One of the other structures, the first prepay transaction executed by the parties during the relevant time period, was the same as the structure set out above except that it contemplated that Chase would sell the commodity in the open market. (Despite the contemplation of a sale in the open market, Chase still passed its commodity price risk to Enron by operation of a swap whereby, in effect, Chase passed the open market price to Enron in exchange for fixed payments.) However, Enron's appetite for additional cash from operating activities created a risk that Chase would not be able to sell efficiently the commodities it received in prepay transactions. In part for that reason, in subsequent prepay transactions, the parties agreed to have Chase deliver the commodities back to Enron, thus effectively eliminating the need for any actual commodity transport to take place. (In commodities trading, delivery is deemed to take place when title to the specified amount of a commodity passes.) For example, in a taped conversation, Enron and Chase employees discussed the fact that it did not matter if the volumes to be delivered actually exceeded the total capacity of the pipeline at a specified delivery point "because [Enron was] going to get [the commodity] back from [Chase]" at the same time. However, they agreed that it would be best to avoid such a circumstance because it might "raise a red flag." (This and all other recordings of conversations referenced in this complaint were made in the normal course of recording trading desk telephone conversations.)
Another prepay transaction employed a structure that used two SPVs, Mahonia Natural Gas Limited and Stoneville Aegean Limited ("Stoneville"). Like Mahonia, Stoneville was created by a Jersey law firm, Mourant du Feu & Jeune ("Mourant"), and controlled by Chase. In this structure, as in the structure detailed above, Chase sent the upfront payment to Enron via Mahonia and was to receive future delivery of the commodity also via Mahonia. To eliminate its price risk, Chase entered into a forward sale of the same volume of the commodity, on the same delivery dates, at the same delivery points to Stoneville. Stoneville, in turn, sold back to Enron the same volume of the commodity, on the same delivery dates, at the same delivery points. The payment from Enron to Chase via Stoneville was greater than the amount sent from Chase to Enron via Mahonia. The difference in those amounts was the equivalent of interest on a loan.

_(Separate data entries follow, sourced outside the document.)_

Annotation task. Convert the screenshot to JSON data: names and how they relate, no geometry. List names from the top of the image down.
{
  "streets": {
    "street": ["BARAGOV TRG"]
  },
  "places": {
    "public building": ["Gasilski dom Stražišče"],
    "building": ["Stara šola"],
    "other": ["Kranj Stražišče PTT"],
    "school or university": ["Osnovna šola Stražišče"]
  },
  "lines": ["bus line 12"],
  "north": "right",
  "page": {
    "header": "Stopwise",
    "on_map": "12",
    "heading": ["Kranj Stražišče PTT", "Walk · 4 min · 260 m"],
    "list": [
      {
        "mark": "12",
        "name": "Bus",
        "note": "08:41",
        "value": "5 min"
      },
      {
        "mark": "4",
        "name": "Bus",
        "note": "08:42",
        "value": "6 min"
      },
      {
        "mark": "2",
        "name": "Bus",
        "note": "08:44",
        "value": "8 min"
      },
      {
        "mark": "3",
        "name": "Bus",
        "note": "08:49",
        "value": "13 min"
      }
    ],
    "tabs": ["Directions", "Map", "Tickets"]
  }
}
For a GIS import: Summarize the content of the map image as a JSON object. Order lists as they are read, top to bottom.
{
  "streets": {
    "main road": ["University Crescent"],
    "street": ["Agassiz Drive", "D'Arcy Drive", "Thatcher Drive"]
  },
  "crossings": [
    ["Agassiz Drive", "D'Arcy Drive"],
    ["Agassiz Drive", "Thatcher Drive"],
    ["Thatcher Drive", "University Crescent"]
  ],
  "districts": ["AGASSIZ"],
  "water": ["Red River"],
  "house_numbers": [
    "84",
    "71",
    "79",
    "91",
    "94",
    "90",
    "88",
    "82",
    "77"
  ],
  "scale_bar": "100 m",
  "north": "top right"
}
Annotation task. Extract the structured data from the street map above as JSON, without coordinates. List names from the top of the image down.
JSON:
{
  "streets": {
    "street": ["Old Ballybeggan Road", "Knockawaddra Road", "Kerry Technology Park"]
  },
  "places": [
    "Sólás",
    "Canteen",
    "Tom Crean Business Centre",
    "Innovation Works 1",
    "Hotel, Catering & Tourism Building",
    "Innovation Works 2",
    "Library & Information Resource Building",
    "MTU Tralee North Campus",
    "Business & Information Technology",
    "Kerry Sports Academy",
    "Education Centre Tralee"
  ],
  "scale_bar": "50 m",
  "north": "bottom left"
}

In a final iteration of the prepay structure, employed in the last Chase/Enron prepay transaction, physically-settled forward sales contracts were replaced with financially-settled swap agreements between Enron and Mahonia, Mahonia and Chase, and Chase and Enron. Here, Chase again made an upfront payment to Enron via Mahonia. But, instead of Enron agreeing to make a future delivery of a commodity to Chase (via Mahonia), Enron agreed to make future cash payments to Chase (via Mahonia) in amounts representing the value of a given volume of a designated commodity at a given time. As in the structure detailed in the schematics above, Chase returned its price risk back to Enron by operation of a swap with Enron. This swap replaced Chase's stream of floating payments from Enron (via Mahonia) with a stream of fixed payments directly from Enron representing repayment of principal and interest.
In sum, in these seven prepay transactions with Chase, Enron received large, upfront payments from Chase via Mahonia; Enron was obligated to make periodic payments to Chase to repay principal and interest; the interest was calculated with reference to LIBOR, and all price risk and, in certain transactions, even the obligation to transport a commodity were eliminated. The only risk in the transactions was Chase's risk that Enron would not make its payments when due, i.e., credit risk. In short, these prepays were in substance loans.
Internally, Chase viewed Enron prepays as disguised loans. For example, a Chase employee wrote in an August 17, 1999 memorandum, "[j]ust to fill you in, a few things have occurred since we booked the recent Prepaid Forward deals, . . . [l]oans disguised as derivatives are now known as 'Derivatives Based Funding' ('DBFs') . . . Prepaid Forward Trades [are on] the list of DFBs [sic]." A Chase approval document describing the "Principal Characteristics" of a prepay transaction stated, "[a]mortization begins April 6, 2002 . . . with interest capitalized until that payment." In audiotaped discussions regarding this transaction, Chase officials sometimes referred to the transaction as a "loan." Even Chase's own auditors described one of the prepay transactions as follows: "The combined effect of the entire structure is similar to a lending transaction where Chase grants Enron (indirectly through Mahonia) a $500 million loan on June 29, 1999 and the repayments of principal and interests [sic] will take place in a 5-year period that begins in October 1999."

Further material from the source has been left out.